Charities and medical associations have warned the government the NHS ‘is at breaking point' with cancer treatment waiting lists, the care of mental health patients and long-term care named as key areas for improvement.
The open letter was published in The Independent and signed by spokespeople including Dr Mark Porter, chair of council, British Medical Association, Jeremy Hughes, chief executive, Alzheimer's Society and Michelle Mitchell, chief executive, the MS Society.
The letter said signs of a system buckling under the twin crises of rising demand and flatlining budgets were "everywhere" with a NHS budget of £30bn predicted by 2020.

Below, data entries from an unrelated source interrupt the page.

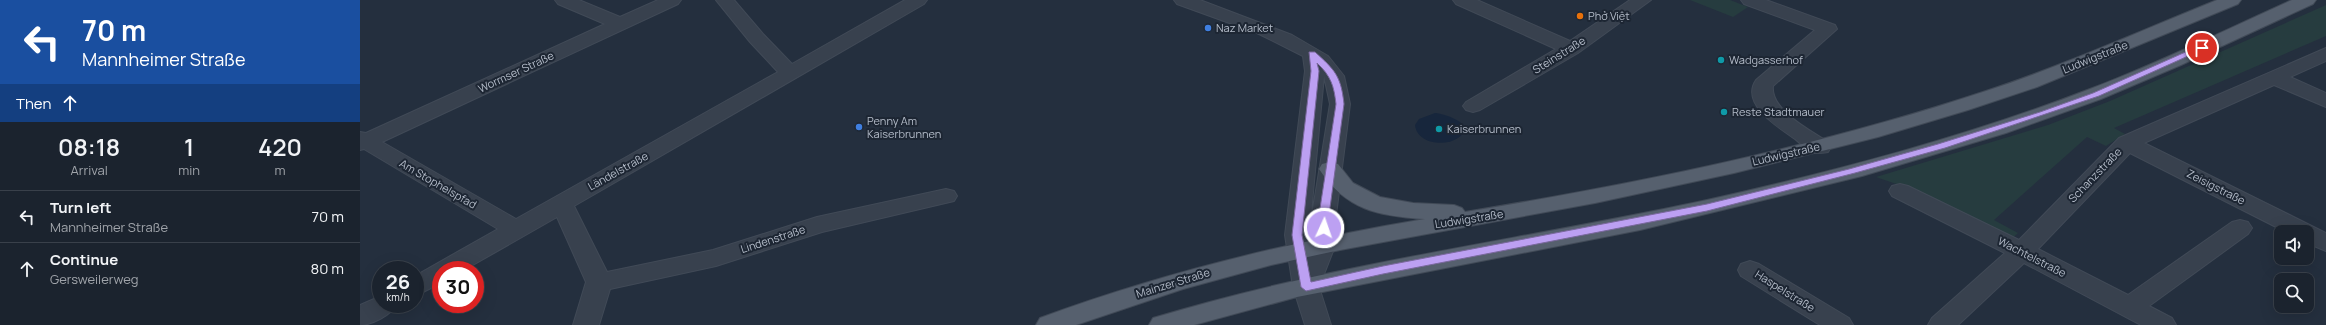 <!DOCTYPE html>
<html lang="en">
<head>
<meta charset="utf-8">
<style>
	:root { --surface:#1b232e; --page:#242b36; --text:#f1f3f6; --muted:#a0a4aa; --line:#39404a }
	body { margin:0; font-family:Manrope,sans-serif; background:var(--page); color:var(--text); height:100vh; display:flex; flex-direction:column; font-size:15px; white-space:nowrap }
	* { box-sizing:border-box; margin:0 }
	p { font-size:13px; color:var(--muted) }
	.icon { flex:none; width:22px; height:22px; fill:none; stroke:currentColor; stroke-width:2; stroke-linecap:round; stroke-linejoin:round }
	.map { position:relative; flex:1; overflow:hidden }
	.drawer { display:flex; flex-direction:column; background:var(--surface); width:360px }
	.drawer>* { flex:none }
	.top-card { background:#1a4fa0; color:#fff; overflow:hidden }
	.buttons { position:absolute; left:1914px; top:225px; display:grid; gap:8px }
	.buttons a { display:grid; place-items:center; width:40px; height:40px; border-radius:8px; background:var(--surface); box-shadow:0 4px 16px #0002,0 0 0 1px var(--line); font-size:20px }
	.speed { position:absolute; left:12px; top:261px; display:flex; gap:8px; font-size:20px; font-weight:700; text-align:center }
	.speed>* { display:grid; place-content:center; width:52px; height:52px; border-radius:50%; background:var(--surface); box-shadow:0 4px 16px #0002,0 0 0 1px var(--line); line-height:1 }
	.speed small { font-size:10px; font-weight:400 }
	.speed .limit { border:6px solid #d22; background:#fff; color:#111 }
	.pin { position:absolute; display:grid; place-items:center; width:34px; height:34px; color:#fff; margin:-17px; border:2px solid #fff; border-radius:50%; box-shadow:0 1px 4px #0007 }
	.me { position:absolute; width:44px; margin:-22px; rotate:3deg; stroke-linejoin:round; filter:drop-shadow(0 0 3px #0008) }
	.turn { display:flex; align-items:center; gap:14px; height:84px; padding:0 16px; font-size:18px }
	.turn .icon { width:52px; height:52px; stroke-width:2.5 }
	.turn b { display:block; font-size:28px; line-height:34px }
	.then { display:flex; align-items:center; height:38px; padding:0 16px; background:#0003; gap:8px; font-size:15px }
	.eta { display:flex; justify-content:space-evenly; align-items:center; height:68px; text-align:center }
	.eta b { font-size:24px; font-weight:600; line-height:28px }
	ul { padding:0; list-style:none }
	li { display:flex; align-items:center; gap:12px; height:52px; padding:0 16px; border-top:1px solid var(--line) }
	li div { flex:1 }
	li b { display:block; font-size:15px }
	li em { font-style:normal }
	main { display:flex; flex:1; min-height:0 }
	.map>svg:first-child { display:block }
	.green { fill:#263c3f }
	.water { fill:#17263c }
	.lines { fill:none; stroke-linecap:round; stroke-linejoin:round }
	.minor-casing { stroke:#414a57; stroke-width:2 }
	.major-casing { stroke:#414a57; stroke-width:2 }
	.minor { fill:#38414e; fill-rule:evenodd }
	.major { fill:#56606e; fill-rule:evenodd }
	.route { fill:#bca0f2; stroke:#7a689d }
	.food-dot { fill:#e8710a; stroke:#1d2633; stroke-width:1.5 }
	.shop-dot { fill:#3f7fe0; stroke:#1d2633; stroke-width:1.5 }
	.culture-dot { fill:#0f9aa8; stroke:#1d2633; stroke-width:1.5 }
	.labels { text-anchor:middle; stroke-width:4; stroke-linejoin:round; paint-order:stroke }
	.poi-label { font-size:11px; fill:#b4bcc9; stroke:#1d2633; text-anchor:start }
	.street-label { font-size:11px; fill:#b4bcc9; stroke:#1d2633 }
</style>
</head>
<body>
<main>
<section class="drawer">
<div class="top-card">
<div class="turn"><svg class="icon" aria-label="left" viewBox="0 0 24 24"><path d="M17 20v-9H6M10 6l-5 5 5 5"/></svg><div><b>70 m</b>Mannheimer Straße</div></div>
<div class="then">Then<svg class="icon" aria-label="ahead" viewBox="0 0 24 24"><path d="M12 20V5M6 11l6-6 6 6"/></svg></div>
</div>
<div class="eta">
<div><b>08:18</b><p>Arrival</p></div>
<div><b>1</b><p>min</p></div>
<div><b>420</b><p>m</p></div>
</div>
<ul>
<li><svg class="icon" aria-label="left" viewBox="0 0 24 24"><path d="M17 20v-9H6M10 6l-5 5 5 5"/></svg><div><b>Turn left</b><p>Mannheimer Straße</p></div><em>70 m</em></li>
<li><svg class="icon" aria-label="ahead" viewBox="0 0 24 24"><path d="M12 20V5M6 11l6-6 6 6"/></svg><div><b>Continue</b><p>Gersweilerweg</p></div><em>80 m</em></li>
</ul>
</section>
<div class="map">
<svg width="1966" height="325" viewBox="0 0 1966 325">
	<rect width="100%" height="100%" fill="#242f3e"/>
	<g class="green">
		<path d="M1330 0H1370L1388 7 1373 17Z"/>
		<path d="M1966 5V36L1754 128 1765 134 1746 146 1727 137 1634 220 1658 233 1648 242 1545 187 1516 177 1688 125 1750 101Z"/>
	</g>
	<path class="water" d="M1075 113C1086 114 1119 125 1098 138 1085 147 1057 144 1055 125L1059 119Z"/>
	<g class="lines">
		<g class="minor-casing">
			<g id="minor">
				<path d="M195 0H219L260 17 298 0H321L318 4 22 142 156 219 418 72 390 42 356 0H374L403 34 432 64 545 0H567L564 4 214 206 247 272 353 250 457 217 586 189 594 191 597 196 594 201 462 232 356 266 250 289 239 325H213L226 282 197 217 104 270H81V283L55 296V276L138 229 4 149 0 150V132L6 133 245 24 198 4Z"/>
				<path d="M814 0H840L932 35 968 56 984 76 990 104 976 215 975 246 959 287 971 325H945L933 287 925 235 945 71 943 56 897 33 817 4ZM964 76 970 104 952 215 951 245 949 235Z"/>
				<path d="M1093 0H1117L1210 41 1270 0H1291L1218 53 1120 110 1113 112 1106 110 1103 106 1106 102 1196 49 1096 4Z"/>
				<path d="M1381 0H1406L1475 25 1477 29 1413 86C1410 110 1450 130 1468 142L1471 147 1468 152C1462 153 1458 154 1452 152 1446 149 1440 143 1435 139 1418 127 1380 104 1396 80L1455 30 1384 4Z"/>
				<path d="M1966 48V61L1930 77 1966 93V107L1914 85 1784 143 1966 233V251L1947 243V232H1926L1770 153 1678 249 1768 295 1872 222 1880 220 1888 222 1892 228 1888 234 1789 306 1812 318 1816 325H1781L1664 263 1598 325H1568L1572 318 1645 253 1532 196 1529 191 1532 186 1540 184 1548 186 1659 240 1759 138Z"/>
				<path d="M1390 261 1399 264 1489 318 1493 325H1460L1381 276 1378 270 1381 264Z"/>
				<path d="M21 296V304H37C31 315 12 325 0 325V305Z"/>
			</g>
		</g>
		<g class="major-casing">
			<g id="major">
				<path d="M1857 0H1881L1878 4 1677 87 1608 110 1518 137 1374 173 1235 203 980 250 911 265 823 289 716 325H676L680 318C805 272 933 241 1065 219 1018 216 986 210 959 169L962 164 970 162 978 164 993 183 1020 197 1053 203 1094 205 1102 208 1105 212C1281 183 1457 147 1626 91 1705 65 1780 31 1857 0Z"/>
				<path d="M1932 0H1956L1953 4 1821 65 1741 99 1646 133 1502 176 1280 230 937 297 834 325H789L793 318C974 263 1162 240 1347 200 1476 171 1606 137 1730 89 1799 63 1865 30 1932 0Z"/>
			</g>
		</g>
		<use href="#minor" class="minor"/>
		<use href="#major" class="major"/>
	</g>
	<path class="route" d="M1839 46 1846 48 1739 96 1585 148 1495 173 1347 211 1023 274 946 291 941 287 932 235 951 71 949 52H955C975 70 981 76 984 104L969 215V228L964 231 959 228V215L976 104C974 86 971 76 957 63L959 71 942 235 951 282 1023 266 1347 204 1489 169 1578 144 1680 112 1733 93Z"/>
	<circle class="food-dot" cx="1220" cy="16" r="4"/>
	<g class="shop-dot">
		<circle cx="848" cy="28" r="4"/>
		<circle cx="499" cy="127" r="4"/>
	</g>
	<g class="culture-dot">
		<circle cx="1361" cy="60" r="4"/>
		<circle cx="1364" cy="112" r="4"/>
		<circle cx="1079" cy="129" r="4"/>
	</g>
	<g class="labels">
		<g class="poi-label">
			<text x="1228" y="20">Phở Việt</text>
			<text x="856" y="32">Naz Market</text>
			<text x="1369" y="64">Wadgasserhof</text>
			<text x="1372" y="116">Reste Stadtmauer</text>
			<text x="507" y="125">Penny Am<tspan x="507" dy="13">Kaiserbrunnen</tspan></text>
			<text x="1087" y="133">Kaiserbrunnen</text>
		</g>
		<g class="street-label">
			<text transform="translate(1199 55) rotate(-32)" y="4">Steinstraße</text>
			<text transform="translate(1735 57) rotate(-22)" y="4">Ludwigstraße</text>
			<text transform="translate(156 72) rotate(-25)" y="4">Wormser Straße</text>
			<text transform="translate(1426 154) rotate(-13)" y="4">Ludwigstraße</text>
			<text transform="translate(258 171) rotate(-29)" y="4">Ländelstraße</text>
			<text transform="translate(1735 175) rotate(-46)" y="4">Schanzstraße</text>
			<text transform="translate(78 184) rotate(30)" y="4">Am Stophelspfad</text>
			<text transform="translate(1856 187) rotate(27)" y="4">Zeisigstraße</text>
			<text transform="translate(1109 219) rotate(-9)" y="4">Ludwigstraße</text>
			<text transform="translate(413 239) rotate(-18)" y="4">Lindenstraße</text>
			<text transform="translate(1672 257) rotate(27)" y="4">Wachtelstraße</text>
			<text transform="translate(813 283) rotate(-17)" y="4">Mainzer Straße</text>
			<text transform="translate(1425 291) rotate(32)" y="4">Haspelstraße</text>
		</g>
	</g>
</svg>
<div class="buttons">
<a><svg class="icon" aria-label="sound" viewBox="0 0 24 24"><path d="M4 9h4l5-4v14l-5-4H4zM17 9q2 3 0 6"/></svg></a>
<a><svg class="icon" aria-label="search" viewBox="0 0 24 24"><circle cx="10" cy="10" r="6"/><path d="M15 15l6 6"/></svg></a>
</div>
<div class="speed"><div>26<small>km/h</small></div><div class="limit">30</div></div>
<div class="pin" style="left:1842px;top:48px;background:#d93025"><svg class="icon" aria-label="arrive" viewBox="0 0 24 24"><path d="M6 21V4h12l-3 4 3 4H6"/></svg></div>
<svg class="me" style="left:964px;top:228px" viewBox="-20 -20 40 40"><circle r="17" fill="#bca0f2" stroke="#fff" stroke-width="3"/><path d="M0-11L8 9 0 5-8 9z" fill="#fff"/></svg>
</div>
</main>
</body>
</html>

The letter said: "Thousands of patients are facing longer and even unacceptable waits to find out whether or not they have cancer, because services are under extreme pressure and referral targets are being missed. In mental health, patients in need of emergency support are being moved to hospitals hundreds of miles away because there simply are not enough beds in their area.
It added: "In social care meanwhile, families continue to be crippled by the cost of care, and thousands of elderly and vulnerable people are not getting the help they need and deserve just to live their daily lives safely and with dignity. People with long-term progressive conditions such as dementia have been cut adrift, reliant on unpaid and unsupported carers to live from day to day.
"There is also a pressing need to invest in children and young people's physical and mental health, not just as a moral imperative, but also to help prevent problems later in life that may need more intensive and expensive support.
The letter concluded: "The list could go on, and the anxieties of people working at the front line of the health and care services are well-known.
"The NHS and our social care services are at breaking point and things cannot go on like this. An NHS deficit of £30bn is predicted by 2020 - a funding black hole that must be filled."